If you're wondering, "l" is an alias for "ls -lA".

----------

## khayyam

 *The_Great_Sephiroth wrote:*   

> Why am I not getting normal names suddenly?

 

The_Great_Sephiroth ... because the method put in place to give you "predictable network interface names" is obviously unpredictable (if, as you say, you changed nothing). Welcome to the world of the "unknown unknowns".

best ... khay

----------

## The_Great_Sephiroth

Pulp Fiction fan, or Boondocks fan? I don't even need to view your link, I know the whole conversation. Good scenes.

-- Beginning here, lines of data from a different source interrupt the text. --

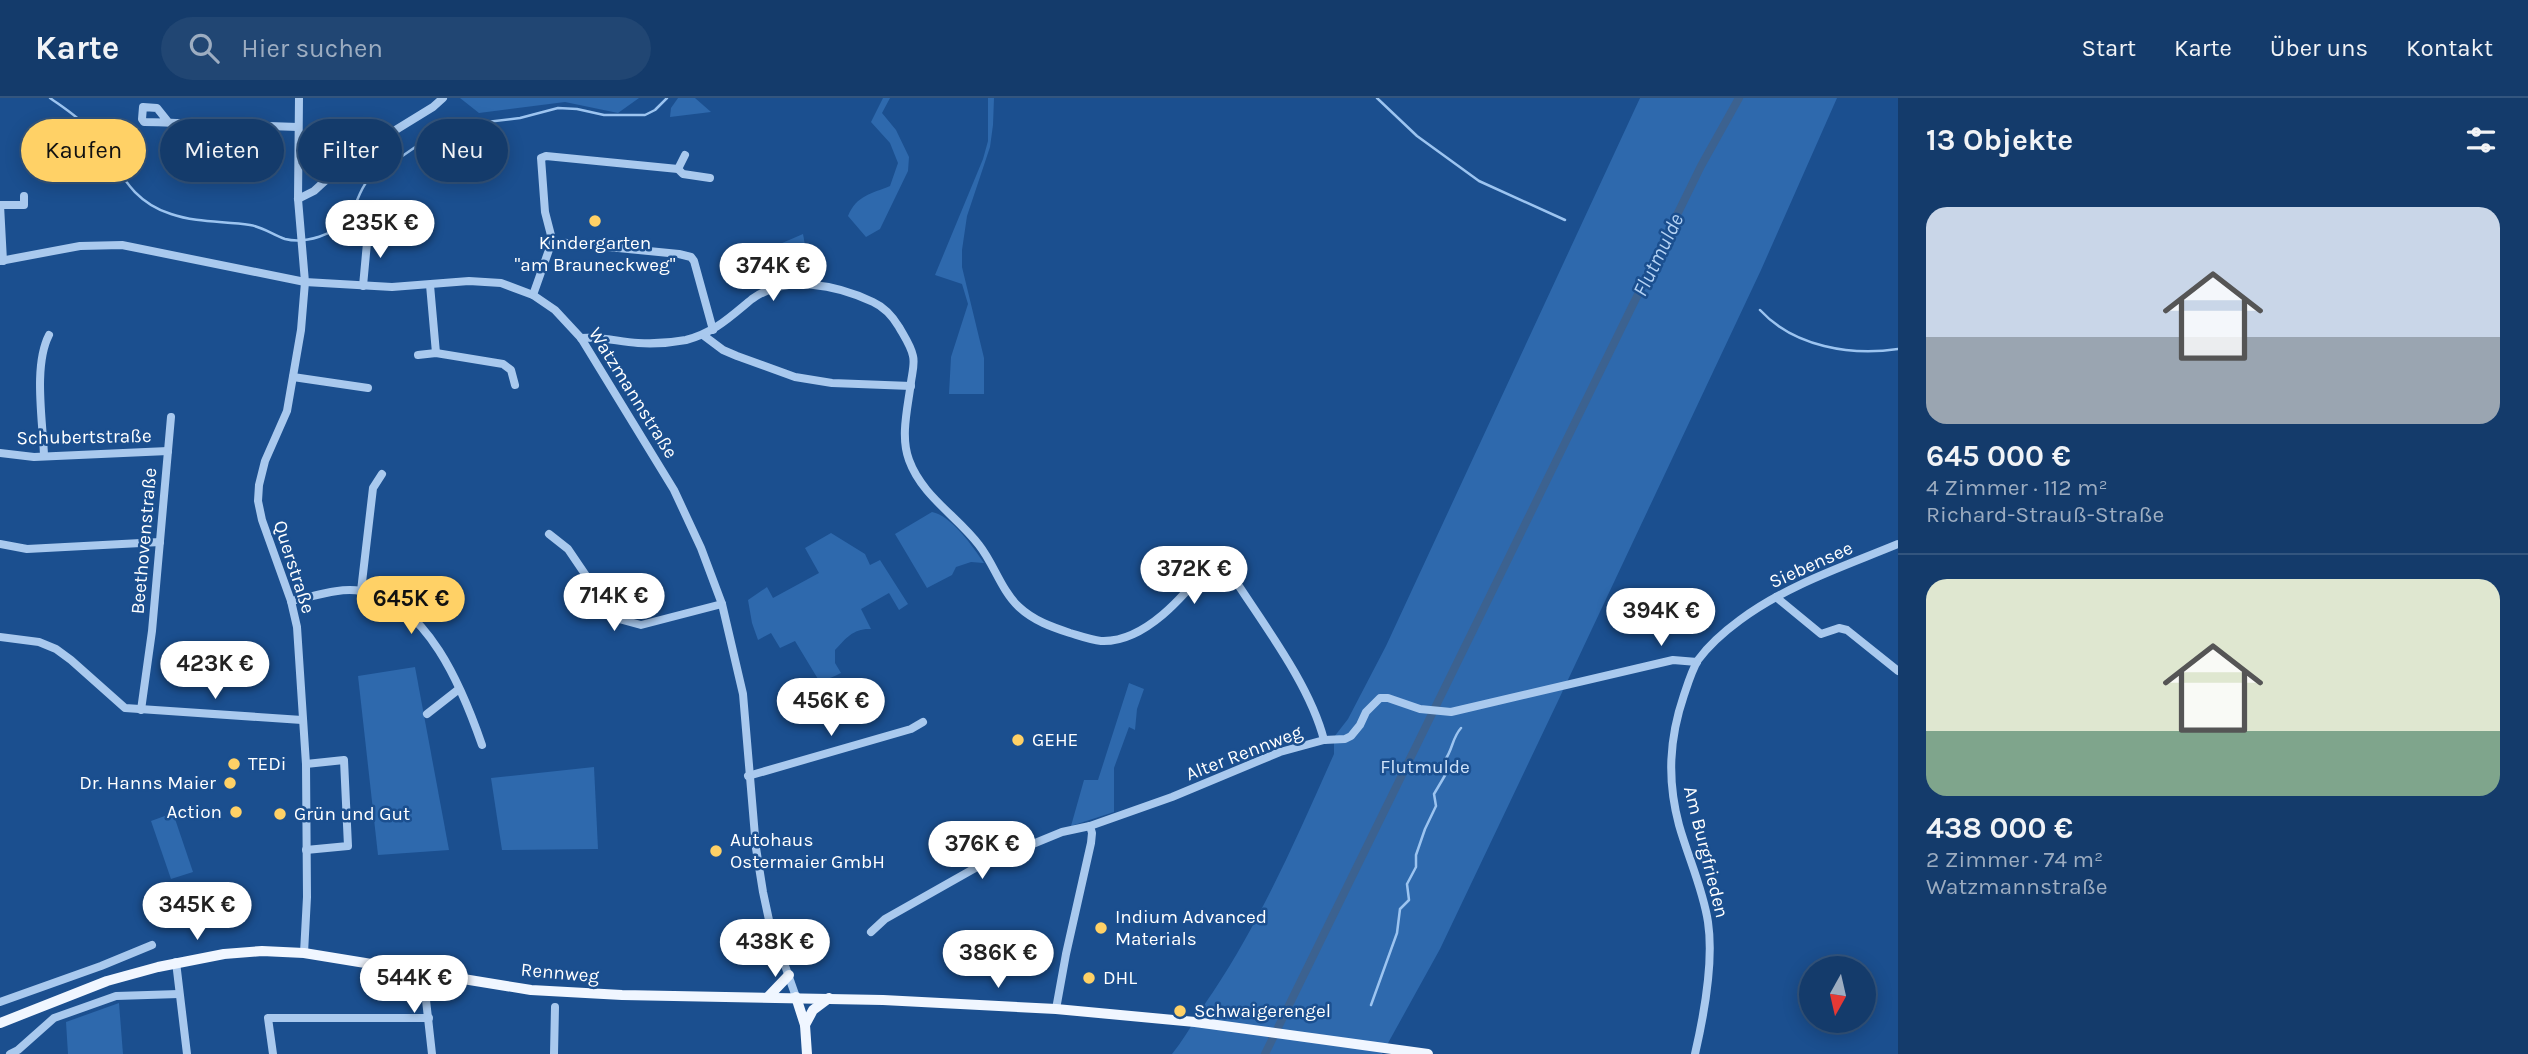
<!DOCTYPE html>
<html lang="de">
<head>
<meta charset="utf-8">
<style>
  :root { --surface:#143b6b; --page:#214673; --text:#f1f3f6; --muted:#9dadc1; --line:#33557e; --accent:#ffd166 }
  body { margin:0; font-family:Karla,sans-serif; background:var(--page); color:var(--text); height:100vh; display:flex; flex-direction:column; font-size:26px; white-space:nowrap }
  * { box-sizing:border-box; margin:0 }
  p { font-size:23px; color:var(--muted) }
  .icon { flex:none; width:38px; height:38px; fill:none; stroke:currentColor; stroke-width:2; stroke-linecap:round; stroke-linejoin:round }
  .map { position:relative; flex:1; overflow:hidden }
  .panel { display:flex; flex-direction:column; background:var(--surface); width:630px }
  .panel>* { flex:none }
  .banner { position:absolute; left:21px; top:21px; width:665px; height:63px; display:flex; gap:14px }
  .needle { width:46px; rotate:188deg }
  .tools { position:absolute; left:1799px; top:858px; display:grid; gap:14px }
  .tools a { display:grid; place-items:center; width:77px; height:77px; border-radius:50%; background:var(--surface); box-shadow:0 4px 18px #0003,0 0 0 2px var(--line); font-size:35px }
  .price { position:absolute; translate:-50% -60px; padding:0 16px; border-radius:24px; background:#fff; color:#222; font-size:23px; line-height:46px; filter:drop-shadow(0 2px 4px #0008) }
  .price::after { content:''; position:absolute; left:50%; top:42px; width:21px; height:16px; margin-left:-10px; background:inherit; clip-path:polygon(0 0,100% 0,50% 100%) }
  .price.selected { background:var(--accent); color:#111 }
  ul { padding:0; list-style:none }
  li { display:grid; align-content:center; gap:14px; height:371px; padding:0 28px }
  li+li { border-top:2px solid var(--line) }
  li span { display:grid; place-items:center; height:217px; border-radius:21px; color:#555 }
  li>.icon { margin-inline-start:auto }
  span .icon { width:126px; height:126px; fill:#fffc; stroke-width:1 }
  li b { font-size:30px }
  h2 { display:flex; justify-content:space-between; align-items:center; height:84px; padding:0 28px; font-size:30px }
  .chip { padding:0 24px; border-radius:32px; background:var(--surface); box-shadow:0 4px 18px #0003,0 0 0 2px var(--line); font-size:24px; line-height:63px }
  .chip.selected { background:var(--accent); color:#111 }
  header { display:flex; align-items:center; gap:42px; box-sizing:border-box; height:98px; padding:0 35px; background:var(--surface); border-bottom:2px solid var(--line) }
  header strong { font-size:33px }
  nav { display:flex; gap:38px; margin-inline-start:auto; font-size:24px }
  .search { width:490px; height:63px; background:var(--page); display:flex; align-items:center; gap:18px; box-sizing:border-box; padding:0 24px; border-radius:38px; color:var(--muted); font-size:26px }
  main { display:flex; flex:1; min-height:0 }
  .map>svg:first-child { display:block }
  .green { fill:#2e69ad }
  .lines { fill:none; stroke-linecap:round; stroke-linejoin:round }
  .stream { stroke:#9cc4f0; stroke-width:2.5 }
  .canal { stroke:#3c6290; stroke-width:8 }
  .minor { stroke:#a9c9ee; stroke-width:8 }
  .major { stroke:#f0f6ff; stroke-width:10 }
  .poi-dot { fill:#ffd166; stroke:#1b4f8f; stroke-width:2.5 }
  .labels { text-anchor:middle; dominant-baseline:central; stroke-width:5; stroke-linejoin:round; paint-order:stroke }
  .poi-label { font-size:19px; fill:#fff; stroke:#1b4f8f; text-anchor:start }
  .street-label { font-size:19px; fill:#fff; stroke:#1b4f8f }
  .park-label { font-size:19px; fill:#cfe3fa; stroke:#1b4f8f }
  .water-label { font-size:21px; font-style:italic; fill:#b5d3f5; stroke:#1b4f8f }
</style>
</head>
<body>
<header>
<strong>Karte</strong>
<div class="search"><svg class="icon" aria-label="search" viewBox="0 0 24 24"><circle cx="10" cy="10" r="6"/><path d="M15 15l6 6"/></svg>Hier suchen</div>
<nav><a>Start</a><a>Karte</a><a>Über uns</a><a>Kontakt</a></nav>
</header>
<main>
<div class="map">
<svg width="1898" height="956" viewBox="0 0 1898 956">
  <rect width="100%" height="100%" fill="#1b4f8f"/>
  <g class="green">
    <polygon points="460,0 639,0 618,15 565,4 479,15"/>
    <polygon points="678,0 695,0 711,14 670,19 671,10"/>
    <path d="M883,0H890L882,15L896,32L909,59L908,73L880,131L866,139L848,118C857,97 871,96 890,88L898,65L890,45L871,24Z"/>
    <polygon points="988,0 994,0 993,27 990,49 967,118 962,152 962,169 984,260 984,296 949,296 951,259 968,206 962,186 935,177 983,61 988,43"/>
    <path d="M1640,0H1837L1761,172L1558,603L1440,851L1382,956H1172C1188,936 1198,915 1213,894C1262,820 1298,737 1334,656V639L1348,621L1386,548Z"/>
    <polygon points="803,136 811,180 768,185 759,155"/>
    <path d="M932,414C951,417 974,450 984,465L971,464L956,469L952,477L927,490L895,436Z"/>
    <path d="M831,435L865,456L870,467L880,462L908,506L899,512L889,495L861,511L871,531C854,530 846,540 835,552V565L841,575C833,579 827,582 818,581L795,543L780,550L771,535L758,542L752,525L748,502L767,489L773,500L819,475L805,450Z"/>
    <polygon points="415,569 449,752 378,757 358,578"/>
    <polygon points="1129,585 1144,591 1137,611 1135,632 1129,629 1114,670 1114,714 1071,728 1084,682 1098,682"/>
    <polygon points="594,669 598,751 502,752 491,680"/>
    <polygon points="173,715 193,774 171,781 151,723"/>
    <polygon points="119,905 123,956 68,956 66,924"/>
  </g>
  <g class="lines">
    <g class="stream">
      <path d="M50,0C64,10 80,20 91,33C118,65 126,102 171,116C197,125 224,123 250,127C263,129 273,137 285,141C305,146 335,137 348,120C357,108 358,94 368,82L444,29L520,20L558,10L577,11L604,17H645L655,12L667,0"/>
      <polyline points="1377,0 1417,38 1479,83 1565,122"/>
      <path d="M1760,212C1794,249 1851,258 1898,251"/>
      <path d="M1371,907L1397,835L1400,811L1409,802L1407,786L1416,769V757L1425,731L1436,708L1434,696L1447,674L1445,662C1453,651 1452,640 1461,630"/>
    </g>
    <polyline class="canal" points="1265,956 1701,68 1739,0"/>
    <g class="minor">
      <polyline points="299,0 298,101 305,184 301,232 287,313 265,363 259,387 258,403 262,422 291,503 297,529 306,666 307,799 304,855"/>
      <path d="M169,25L157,10L143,9L142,21L144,24C158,24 171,25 185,25L298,29"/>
      <polyline points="685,57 678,71 683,76 710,80"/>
      <polyline points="298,101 314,93 350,60 433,9 443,0"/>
      <polyline points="0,107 3,163"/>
      <polyline points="1,107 24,107 24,98"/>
      <polyline points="553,145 545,114 541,60 546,58 678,71"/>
      <polyline points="0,163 80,148 122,147 305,184 392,189 469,183 501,185 533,197 555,212 581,240 674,392 701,450 722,506 743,596 756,750 763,794 769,822 796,899"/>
      <polyline points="430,187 436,255"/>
      <polyline points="363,188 368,134"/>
      <polyline points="533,197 550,149 557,144 679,156 691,159 694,163 713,232"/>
      <polyline points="703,237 723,252 737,258 795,279 832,285 911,288"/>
      <path d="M581,240C601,238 619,244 638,245C654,246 670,245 686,242C714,235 730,219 752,201C786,176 837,187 873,204C884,209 893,219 899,229C904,238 911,248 913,258C915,266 912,276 911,284C908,309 900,338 909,362C922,398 957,418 979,447C994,466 1001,492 1019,509C1034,523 1052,529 1070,535C1080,538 1091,542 1101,543C1145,545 1185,497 1209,466L1213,463L1221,466L1233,479C1264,527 1310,587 1324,642"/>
      <polyline points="418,257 436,255 503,266 511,272 515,287"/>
      <polyline points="293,279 368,290"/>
      <polyline points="0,355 34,359 168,353"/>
      <path d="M44,358C43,324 33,268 49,237"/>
      <polyline points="549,436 568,451 610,513 619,521 641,527 722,506"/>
      <polyline points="0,446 27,451 160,444"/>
      <polyline points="361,493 373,390 382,376"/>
      <polyline points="1776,499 1821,536 1839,530 1847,532 1898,573"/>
      <path d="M291,503C313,499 338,489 361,493C427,502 463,592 482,647"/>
      <polyline points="0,539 39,544 56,551 71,562 125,610 302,622"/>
      <polyline points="141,612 152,533 171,319"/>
      <polyline points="427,616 459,591"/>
      <polyline points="306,666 344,662 348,748 306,752"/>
      <polyline points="748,678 911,631 923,624"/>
      <polyline points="871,834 885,821 977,769 1062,734 1090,728 1172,699 1280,654 1324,642 1345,641 1351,638 1360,627 1366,614 1380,600 1388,600 1420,611 1451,614 1673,562 1697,564"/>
      <polyline points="176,864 187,956"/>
      <polyline points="423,875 432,956"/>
      <polyline points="0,904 101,868 152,847"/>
      <polyline points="1056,911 1066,856 1091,745 1092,735 1090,728"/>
      <polyline points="10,956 18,952 54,920 116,898 179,896"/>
      <polyline points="273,956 268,920 429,920"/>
      <polyline points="554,956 555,909"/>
      <path d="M1695,956C1704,917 1714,864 1708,824C1703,791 1688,759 1679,727C1667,682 1669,641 1684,597C1688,585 1692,572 1698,562C1709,547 1725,533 1740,522C1787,487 1845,468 1898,446"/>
    </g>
    <g class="major">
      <polyline points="768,899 789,877"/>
      <polyline points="796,899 805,927 807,956"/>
      <polyline points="0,925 107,883 158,869 224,856 262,853 304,855 531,892 622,897 883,902 1056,911 1195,924 1428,956"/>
      <polyline points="805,927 813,912 829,900"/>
    </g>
  </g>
  <g class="poi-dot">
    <circle cx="595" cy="123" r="7"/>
    <circle cx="1018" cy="642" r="7"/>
    <circle cx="234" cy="666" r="7"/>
    <circle cx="230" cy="685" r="7"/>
    <circle cx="236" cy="714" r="7"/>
    <circle cx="280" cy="716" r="7"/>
    <circle cx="716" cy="753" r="7"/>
    <circle cx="1101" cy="830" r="7"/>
    <circle cx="1089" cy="880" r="7"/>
    <circle cx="1180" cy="913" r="7"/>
  </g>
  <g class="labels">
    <g class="poi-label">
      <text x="595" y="145" text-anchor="middle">Kindergarten<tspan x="595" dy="22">"am Brauneckweg"</tspan></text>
      <text x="1032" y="642">GEHE</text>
      <text x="248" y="666">TEDi</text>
      <text x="216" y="685" text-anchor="end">Dr. Hanns Maier</text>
      <text x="222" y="714" text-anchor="end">Action</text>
      <text x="294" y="716">Grün und Gut</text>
      <text x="730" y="742">Autohaus<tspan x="730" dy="22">Ostermaier GmbH</tspan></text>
      <text x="1115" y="819">Indium Advanced<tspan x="1115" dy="22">Materials</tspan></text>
      <text x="1103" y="880">DHL</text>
      <text x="1194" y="913">Schwaigerengel</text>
    </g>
    <g class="street-label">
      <text transform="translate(633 295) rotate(58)">Watzmannstraße</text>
      <text transform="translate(84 339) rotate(-1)">Schubertstraße</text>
      <text transform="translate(144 443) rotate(-85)">Beethovenstraße</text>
      <text transform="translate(1811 467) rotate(-24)">Siebensee</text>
      <text transform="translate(294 469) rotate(72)">Querstraße</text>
      <text transform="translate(1244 655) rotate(-21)">Alter Rennweg</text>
      <text transform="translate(1706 754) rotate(76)">Am Burgfrieden</text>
      <text transform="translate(560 875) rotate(5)">Rennweg</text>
    </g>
    <g class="park-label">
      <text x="1425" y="669">Flutmulde</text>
    </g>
    <g class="water-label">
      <text transform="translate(1658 157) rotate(-64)">Flutmulde</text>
    </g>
  </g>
</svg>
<div class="tools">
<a><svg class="needle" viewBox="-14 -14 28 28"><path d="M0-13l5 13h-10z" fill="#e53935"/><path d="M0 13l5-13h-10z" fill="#9dadc1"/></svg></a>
</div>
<b class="price" style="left:380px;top:162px">235K €</b>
<b class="price" style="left:773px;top:205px">374K €</b>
<b class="price" style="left:1194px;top:508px">372K €</b>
<b class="price" style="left:614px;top:535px">714K €</b>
<b class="price selected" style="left:411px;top:538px">645K €</b>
<b class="price" style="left:1661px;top:550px">394K €</b>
<b class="price" style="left:215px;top:603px">423K €</b>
<b class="price" style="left:831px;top:640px">456K €</b>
<b class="price" style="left:982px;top:783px">376K €</b>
<b class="price" style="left:197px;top:844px">345K €</b>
<b class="price" style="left:775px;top:881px">438K €</b>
<b class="price" style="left:998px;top:892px">386K €</b>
<b class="price" style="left:414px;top:917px">544K €</b>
<div class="banner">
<a class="chip selected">Kaufen</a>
<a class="chip">Mieten</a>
<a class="chip">Filter</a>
<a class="chip">Neu</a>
</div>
</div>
<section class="panel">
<h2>13 Objekte<svg class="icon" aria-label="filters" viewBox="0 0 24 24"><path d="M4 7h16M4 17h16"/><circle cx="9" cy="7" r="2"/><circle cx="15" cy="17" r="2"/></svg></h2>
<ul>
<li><span style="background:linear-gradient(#c9d6e8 60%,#9aa5b1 0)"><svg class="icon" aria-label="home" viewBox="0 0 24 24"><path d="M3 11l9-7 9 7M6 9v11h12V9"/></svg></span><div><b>645 000 €</b><p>4 Zimmer · 112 m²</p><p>Richard-Strauß-Straße</p></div></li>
<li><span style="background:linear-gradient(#dfe7d0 70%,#7fa58c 0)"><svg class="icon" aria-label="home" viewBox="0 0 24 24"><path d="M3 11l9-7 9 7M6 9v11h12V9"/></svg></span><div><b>438 000 €</b><p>2 Zimmer · 74 m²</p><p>Watzmannstraße</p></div></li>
</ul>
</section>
</main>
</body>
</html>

All I did was emerge-webrsync && emerge --sync followed by emerge -avuND @world. Things looked good so I went ahead and did it. It gave me kernel 3.17 where I had 3.16. I used my existing ".config" file, booted the live CD, built 3.17, and then removed the old kernel. Everything SEEMED fine for a few days, but I just noticed my firewall script wasn't working and now I see NM isn't getting my interface an address, which is when I realized it was eth0, not the enp* interface I had. I also noticed that my wireless is now wlan0 instead of wlp* or whatever it was. What can I do to get the persistent names back? I have checked loads of configuration files in /etc and /etc/conf.d, and nothing. I also looked into /etc/udev/rules.d and it is empty, so I am scratching my head.

----------

## charles17

Time ago there were long discussions on that matter.  Maybe that could help finding out how that works.

----------

## Hu

Since you now have kernel names, we can assume that it is because udev is no longer mangling your device names.  This means one of a few things: udev failed to start (unlikely), udev failed to rename the device (possible, but not highly likely), or udev did not attempt to rename the device (most likely).  You need to determine which of those three applies, then find why it happened.  What version of sys-fs/udev do you have now?  What version did you have then?  Does booting 3.16 with current userspace show kernel names or mangled names?  Does upgrading to 3.18 help (unlikely, but advisable since 3.17 is EOL)?  Does the currently installed udev version mangle device names automatically or does it require a configuration directive to enable mangling?

----------

## The_Great_Sephiroth

Wait, 3.17 is already EOL? I just got it! What is the kernel lifespan in Gentoo, a week? I believe the exact number is 3.17-7. Either way I did not have this issue in 3.16-5. I also believe I am running eudev (KDE required it I think). How can I figure out the last two items you mentioned? I can verify udev has started, but not sure how to sort out whether renaming failed or didn't even attempt it.

----------

## The_Great_Sephiroth

I still have this issue, even after upgrading to 3.17.8 last week. Why am I getting the old names? I am planning on installing a second wireless NIC into this laptop and would like to be able to tell the two apart from each other. I am indeed running eudev.

----------

## Roman_Gruber

you are the first who complains about getting the human readable rememberable eth0 interface.

afaik you could write some udev rules but it seems you solved your issue already as mentioned in teh other topic.

I also wonder about the use case for 2 wireless nics in a notebook anyway.

----------

## The_Great_Sephiroth

Actually I just solved this now. I had to recompile eudev with the "-rule-generator" flag. Now I have the predictable names again.

As for the multiple NICs, it is simple. We are going to be doing closed-environment testing. Things like me joining our wireless at the office and creating another wireless network with the same SSID using the second NIC, routing traffic through my laptop to the real network, and sniffing for data. This is all in a closed lab, not at my local Starbucks. We are then going to figure out ways to detect and prevent this.

Also, I will be in locations at times where I must switch networks to get things done and this makes it easier, since I can join both at once and get my work done faster. Other scenarios include using the second NIC for ad-hoc in the office with my team to transfer files and such while the main NIC keeps me online.

----------